Arijit Pasayat, C.J.
These two references are disposed of by a common order.
Following questions have been referred for opinion of this court u/s 256(1) of the Income Tax Act, 1961 (hereinafter referred to as the Act) by the Income Tax Appellate Tribunal Delhi Bench B, New Delhi (hereinafter referred to as the Tribunal) :
"(i) Whether, on the facts and in the circumstances of the case, the Tribunal was correct in holding that by entry dated 1-1-1972, in the ledger of the firm reading to be treated as HUF from 1-1-1972 the assessed had given a gift of his capital and share in Sagar & Co. to his own HUF ?
(ii) Whether, on the facts and in the circumstances the Tribunal was correct in holding that the said gift was validly accepted ?
(iii) Whether, on the facts and in the circumstances of the case, the Tribunal was justified in holding that the provisions of section 64(2) of the Income Tax Act were not applicable to the assessees case ?"
Dispute relates to the assessment years 1973-74 and 1974-75.
2. assessed, who was previously assessed as an individual in respect of share income from a firm M/s Sagar & Co. did not show any income from the share income as an individual and claimed that he had made a gift on 1-1-1972, of the balance outstanding in the books of the firm as also the interest amount in favor of the Hindu Undivided Family (hereinafter referred to as the HUF), with himself as Karta and his wife and three sons as members thereof. Two affidavits were filed on 6-1-1974. In his affidavit, reference was made to the gift. In affidavit filed by his wife Smt. Shama Suri acceptance of the gift was highlighted. To substantiate the plea, a reference was made to the ledger account, which indicated that the capital amount was to be treated as HUF account with effect from 1-1-1972. The Income Tax Officer did not accept the plea and held that this was merely a camouflage and by unilateral declaration no gift could have been made. Matter was carried in appeal before the Appellate Assistant Commissioner of Income Tax. Said authority on consideration of the materials on record accepted assessees stand. For the assessment year 1974-75 also, in view of the decision for the assessment year 1973-74, assessees claim was held to be allowed. Appeal for the assessment year 1974-75 was heard along with the one relating to the assessment year 1971-72. Revenue preferred three appeals before the Tribunal. Main question that was urged before the Tribunal was whether there was a gift and if there was a gift whether provisions of section 64(2) would have any application. Analysing the factual position, the Tribunal held that in fact there was a gift. So far as section 64(2) is concerned, it was held that the said provision has no application to the facts of the case as the assessment years involved are 1973-74 and 1974-75.

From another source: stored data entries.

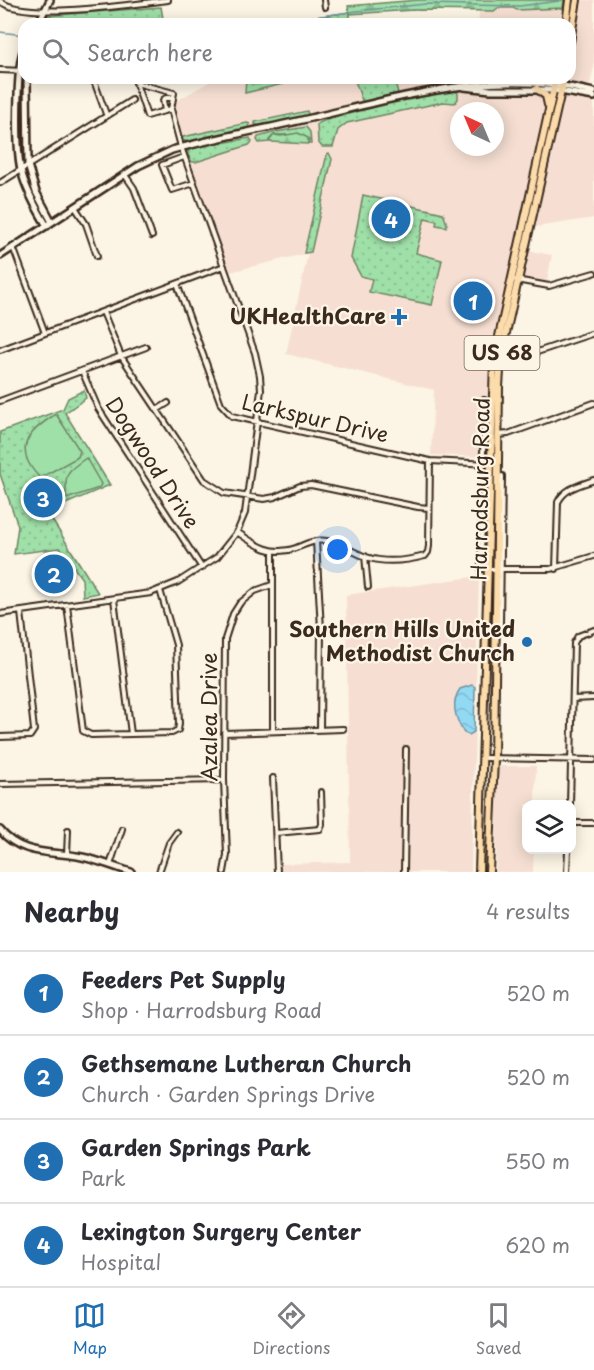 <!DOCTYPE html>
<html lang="en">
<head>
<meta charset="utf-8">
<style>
	:root { --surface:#fff; --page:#f2f2f3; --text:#2b2b33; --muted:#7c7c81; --line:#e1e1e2; --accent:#1f6fb2 }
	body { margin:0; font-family:"Playpen Sans",sans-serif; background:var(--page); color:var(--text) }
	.controls { position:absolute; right:18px; bottom:18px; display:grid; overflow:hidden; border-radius:12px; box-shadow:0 3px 15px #0003 }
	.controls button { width:54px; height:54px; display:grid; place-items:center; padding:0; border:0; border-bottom:2px solid var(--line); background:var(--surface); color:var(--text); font:30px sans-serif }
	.compass { position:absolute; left:450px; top:102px; width:54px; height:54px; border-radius:50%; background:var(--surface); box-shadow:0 3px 15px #0003; rotate:316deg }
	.you { position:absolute; left:338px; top:550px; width:21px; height:21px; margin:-15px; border:4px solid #fff; border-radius:50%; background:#1a73e8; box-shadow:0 0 0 9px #1a73e833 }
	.badge { display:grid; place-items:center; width:39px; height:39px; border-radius:50%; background:var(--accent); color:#fff; font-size:20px; font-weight:700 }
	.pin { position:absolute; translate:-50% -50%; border:3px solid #fff; box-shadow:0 2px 6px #0006 }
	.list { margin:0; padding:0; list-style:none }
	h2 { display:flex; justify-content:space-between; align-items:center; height:78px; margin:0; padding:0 24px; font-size:26px }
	h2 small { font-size:20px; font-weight:400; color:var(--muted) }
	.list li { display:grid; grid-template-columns:39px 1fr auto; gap:18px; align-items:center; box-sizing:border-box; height:84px; padding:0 24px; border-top:2px solid var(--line) }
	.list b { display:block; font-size:22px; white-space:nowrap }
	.list p { margin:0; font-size:20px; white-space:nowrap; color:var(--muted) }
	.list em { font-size:20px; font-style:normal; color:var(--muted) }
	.icon { flex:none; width:33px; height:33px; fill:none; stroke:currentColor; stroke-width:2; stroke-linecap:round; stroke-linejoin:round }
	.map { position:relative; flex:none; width:594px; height:872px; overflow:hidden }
	.search { position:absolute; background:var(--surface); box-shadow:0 3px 15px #0003; left:18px; right:18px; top:18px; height:66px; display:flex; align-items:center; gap:15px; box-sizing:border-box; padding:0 21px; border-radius:18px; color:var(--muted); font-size:22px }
	.sheet { height:414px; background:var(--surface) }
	nav { display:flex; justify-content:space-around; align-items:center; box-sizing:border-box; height:84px; border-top:2px solid var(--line); background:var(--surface); font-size:16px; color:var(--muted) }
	nav a { display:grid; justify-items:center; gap:3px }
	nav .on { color:var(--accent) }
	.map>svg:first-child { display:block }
</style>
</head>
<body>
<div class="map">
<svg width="594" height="872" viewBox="0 0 594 872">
	<defs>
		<pattern id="grass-dots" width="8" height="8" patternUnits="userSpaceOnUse" patternTransform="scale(1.5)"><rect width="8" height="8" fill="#9fdfa8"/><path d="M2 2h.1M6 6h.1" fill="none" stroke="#8ac090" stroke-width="1.8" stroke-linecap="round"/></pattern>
		<pattern id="forest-firs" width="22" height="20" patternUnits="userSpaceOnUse" patternTransform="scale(1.5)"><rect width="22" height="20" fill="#9fdfa8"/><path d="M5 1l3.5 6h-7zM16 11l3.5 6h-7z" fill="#8ac090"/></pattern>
		<pattern id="water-waves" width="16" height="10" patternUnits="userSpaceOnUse" patternTransform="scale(1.5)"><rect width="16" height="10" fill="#92d9f4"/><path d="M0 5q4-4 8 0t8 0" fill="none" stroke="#7fbad1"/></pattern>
	</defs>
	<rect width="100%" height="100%" fill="#fcf5e5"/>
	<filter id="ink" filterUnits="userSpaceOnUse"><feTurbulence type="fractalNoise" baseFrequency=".0167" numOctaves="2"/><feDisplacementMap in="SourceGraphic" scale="12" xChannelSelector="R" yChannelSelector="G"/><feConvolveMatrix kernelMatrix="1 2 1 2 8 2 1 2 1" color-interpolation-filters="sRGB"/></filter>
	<g filter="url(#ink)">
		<!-- built -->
		<path fill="#f6dfd2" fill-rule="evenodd" d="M507 0H594V67L588 93 594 95V218L530 228 525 250 552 255 546 286 518 281 515 296 490 341 486 457 431 455 434 390 286 354 308 253 226 273 181 147 171 104 216 78H246V93L308 78H354L363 105 398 97 394 78H570V24H478L480 2ZM459 111H495V147H459Z
			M479 576 471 872H276L283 864 350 862 346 595Z
			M501 766H536L535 804H526V850H534L533 872H496L497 769Z"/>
		<!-- grass -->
		<path fill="url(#grass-dots)" stroke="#6d8463" stroke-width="1.5" d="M161 7 164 24H38L43 16Z
			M350 12V24H265Z
			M354 78H394L399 97 364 106Z
			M446 90H454L458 93V99L455 103 443 102 347 123 338 130 333 147H322L318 142 317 124 323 121 381 105Z
			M307 111 308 114 304 117 260 127 255 124V122Z
			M247 123 250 124 247 128 188 142 182 140 183 137Z
			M306 127 310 132 311 144H308L309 140 288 135H274L269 140 271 142 259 143 257 140 258 137 276 132Z
			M250 138 252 142 249 145 196 162H192L187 153 189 150 198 147Z
			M329 153 332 159 311 252 304 253 327 154Z
			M363 195 443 213 447 224 446 227 436 225 437 221 425 218 416 253 442 260 432 305 369 292 372 279 361 276 351 258Z
			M84 390 86 398 65 413 110 485 47 512 98 593 83 596 82 579 60 548 14 554 18 526 0 474V432L63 409 68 398Z"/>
		<!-- forest -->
		<path fill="url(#forest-firs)" stroke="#6d8463" stroke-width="1.5" d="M418 0H564L563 8 517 10 513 8H498L494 11 414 10 350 14 348 6Z
			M246 78H308L245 93Z
			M298 133 308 138V144L271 142 269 141 274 135 281 136Z"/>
		<!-- pitch -->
		<path fill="#9fdfa8" stroke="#6d8463" stroke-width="1.5" d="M56 414 80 451 78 457 40 478C12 449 27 432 56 414Z
			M86 458 101 484 99 488 66 499C66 472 64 473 86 458Z"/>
		<!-- water -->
		<path fill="url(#water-waves)" stroke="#6f939e" stroke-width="1.5" d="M472 685 475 687 474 732 469 735 464 733C456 720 450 703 460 689Z"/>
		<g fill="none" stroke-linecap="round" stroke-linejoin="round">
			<!-- stream -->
			<path stroke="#6f939e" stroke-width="1.5" d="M326 16 341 24
				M265 24 357 11 426 4 520 6 559 1
				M0 32 24 35"/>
			<!-- street casing -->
			<g stroke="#3b2a1e" stroke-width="8">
				<path id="street" d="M324 0 325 7
					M0 1C22 21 136 4 168 0
					M0 70 24 71
					M93 78 106 114
					M165 111 163 100 166 98H173
					M184 157 162 165 172 190 194 183
					M125 175 134 188 152 236
					M0 183 132 100
					M75 207 86 224 97 256
					M13 247 45 333
					M516 280 549 286 594 273
					M177 284 221 404 232 416 430 461 491 464
					M103 312 121 356 204 480 224 493 264 499 275 497 300 486 311 485 418 507 429 508
					M0 350 224 266
					M499 356 537 352 594 333
					M82 371 98 408 202 568
					M484 400 481 569H550L594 556
					M0 401 146 347
					M157 410 168 403
					M498 435 508 434 594 403
					M237 532C256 545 272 557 296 548 306 544 316 539 327 541 341 544 353 552 366 557 384 563 406 561 425 556L428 552 429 546 430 461
					M316 541 321 629 320 729
					M273 551V730
					M365 556 368 587
					M556 569 558 502C565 488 580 485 594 480
					M114 599 131 734
					M67 605 83 731 91 735 172 733 178 730 179 724 176 645 160 590
					M0 614 151 593 178 582 217 557 237 532 245 513 261 390 260 376 255 353 181 147 171 109 174 93 136 83 147 116 171 109
					M500 624 502 476
					M573 699 594 698
					M224 733 343 729
					M0 737 30 736 34 730 21 612
					M483 758 594 760
					M273 778 277 872
					M0 784 224 780
					M570 804 574 643 578 636 594 630
					M572 823H594
					M276 833 320 829 322 824 321 792
					M67 855 68 830
					M110 865 122 829
					M159 872 169 843 177 832
					M224 872 227 855 224 780 225 639 233 614 240 603 255 591 272 585
					M404 872 406 749
					M567 872 568 850"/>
			</g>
			<!-- secondary casing -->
			<g stroke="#3b2a1e" stroke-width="10">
				<path id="secondary" d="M38 24 50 0
					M24 49C16 68 16 149 21 170 26 190 36 208 47 226
					M27 78 28 165 36 192 52 222
					M464 87 491 90H554L594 97
					M0 256 138 166 172 150C218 137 265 129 311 118 405 96 496 68 594 92
					M0 830C21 856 52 851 82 857 98 860 114 867 131 872"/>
			</g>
			<!-- primary casing -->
			<g stroke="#3b2a1e" stroke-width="10">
				<path id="primary" d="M566 24 569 0
					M570 42 577 0
					M537 89 546 96 548 105
					M479 872 494 359 556 78
					M489 872 494 759 499 387 501 355 564 78"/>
			</g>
			<!-- street -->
			<use href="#street" stroke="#fcf5e5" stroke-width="4"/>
			<!-- secondary -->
			<use href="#secondary" stroke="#fcf5e5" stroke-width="5"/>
			<!-- primary -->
			<use href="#primary" stroke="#fddcac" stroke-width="6"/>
		</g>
	</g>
	<!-- markers -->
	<g fill="#1f6fb2" stroke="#fcf5e5" stroke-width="2">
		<path d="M396 308h6v6h6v6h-6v6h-6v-6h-6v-6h6z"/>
		<circle cx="527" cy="642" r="6"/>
	</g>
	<g text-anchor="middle" stroke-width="4.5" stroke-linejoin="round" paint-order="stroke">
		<!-- shield labels -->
		<rect fill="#fcf5e5" stroke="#75675a" stroke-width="1.5" x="464.5" y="336" width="75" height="34" rx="4.5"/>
		<g font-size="20" font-weight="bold" fill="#3b2a1e">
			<text x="502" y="360">US 68</text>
		</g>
		<!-- poi labels -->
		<g font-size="21" font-weight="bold" fill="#3b2a1e" stroke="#fcf5e5" text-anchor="end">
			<text x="386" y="324">UKHealthCare</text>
			<text x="515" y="637">Southern Hills United<tspan x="515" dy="24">Methodist Church</tspan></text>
		</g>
		<!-- street labels -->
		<g font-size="21" fill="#3b2a1e" stroke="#fcf5e5">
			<text transform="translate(315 419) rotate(13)" y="7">Larkspur Drive</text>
			<text transform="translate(152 463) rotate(57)" y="7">Dogwood Drive</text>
			<text transform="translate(481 489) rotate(-89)" y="7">Harrodsburg Road</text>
			<text transform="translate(210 717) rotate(-90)" y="7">Azalea Drive</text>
		</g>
	</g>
</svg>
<div class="controls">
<button><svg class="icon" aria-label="layers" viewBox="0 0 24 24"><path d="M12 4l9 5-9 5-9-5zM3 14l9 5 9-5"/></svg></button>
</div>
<svg class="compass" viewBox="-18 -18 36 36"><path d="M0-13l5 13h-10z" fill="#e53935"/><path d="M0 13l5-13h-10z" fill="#7c7c81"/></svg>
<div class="you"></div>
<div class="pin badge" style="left:473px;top:301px">1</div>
<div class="pin badge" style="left:54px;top:574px">2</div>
<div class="pin badge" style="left:43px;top:498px">3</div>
<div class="pin badge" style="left:391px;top:219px">4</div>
<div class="search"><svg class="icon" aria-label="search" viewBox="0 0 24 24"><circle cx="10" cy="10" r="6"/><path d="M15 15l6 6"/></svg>Search here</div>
</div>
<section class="sheet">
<h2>Nearby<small>4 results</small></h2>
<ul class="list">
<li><span class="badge">1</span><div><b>Feeders Pet Supply</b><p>Shop · Harrodsburg Road</p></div><em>520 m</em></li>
<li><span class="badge">2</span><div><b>Gethsemane Lutheran Church</b><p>Church · Garden Springs Drive</p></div><em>520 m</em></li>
<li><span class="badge">3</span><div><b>Garden Springs Park</b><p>Park</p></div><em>550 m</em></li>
<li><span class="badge">4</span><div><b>Lexington Surgery Center</b><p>Hospital</p></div><em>620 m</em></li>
</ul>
</section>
<nav>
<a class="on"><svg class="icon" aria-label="map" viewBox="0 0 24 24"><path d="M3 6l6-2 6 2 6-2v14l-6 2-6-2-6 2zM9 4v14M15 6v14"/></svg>Map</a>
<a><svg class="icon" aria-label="directions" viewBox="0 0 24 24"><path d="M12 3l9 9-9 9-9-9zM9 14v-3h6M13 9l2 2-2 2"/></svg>Directions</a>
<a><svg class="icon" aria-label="saved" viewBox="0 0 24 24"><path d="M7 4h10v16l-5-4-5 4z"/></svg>Saved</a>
</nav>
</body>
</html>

3. On being moved for reference questions as set out above have been referred. We have heard learned counsel for the parties. According to learned counsel for the revenue, the factual position has not been analysed in its proper perspective and Therefore, the conclusion of the Tribunal factually do give rise to a question of law.
4. We find that Tribunal formulated the issues to be as follows :
(1) "whether the entries were made on 1-1-1972;
(2) whether the individual property was thereby converted into HUF property by unilateral declaration by the assessed;
(3) whether it got converted into HUF property by a bilateral gift;
(4) whether the gift was valid; and
(5) if it was a gift whether section 4(1)(a) of the Wealth Tax Act and section 64(2) of the Income Tax Act would not apply to it."
5. Tribunal recorded a finding that the entries were made on 1-1-1972 With reference to the affidavits filed and the entries made, it was noticed that the assessees claim that he had gifted his capital account and share in the firm is substantiated. It was further found that as is the usual practice, when Karta is the donor another member of the HUF is to accept the gift. In the facts of the case, because the sons were minor the wife accepted the gift. Alternatively, it was pointed out that the Karta in a different capacity could have accepted the gift also. In any event, the gift was valid. These conclusions are essentially factual giving rise to no question of law. So the first two questions are answered in the affirmative in favor of the assessed and against the revenue. So far as 3rd question is concerned, it is fairly accepted by the learned counsel for the revenue that till assessment year 1979-80, the amount is to be assessed in the hands of the family and not that of the individual. Therefore, the conclusions of the Tribunal are in order. Third question is also answered in the affirmative, in favor of the assessed and against the revenue.
References are accordingly disposed of.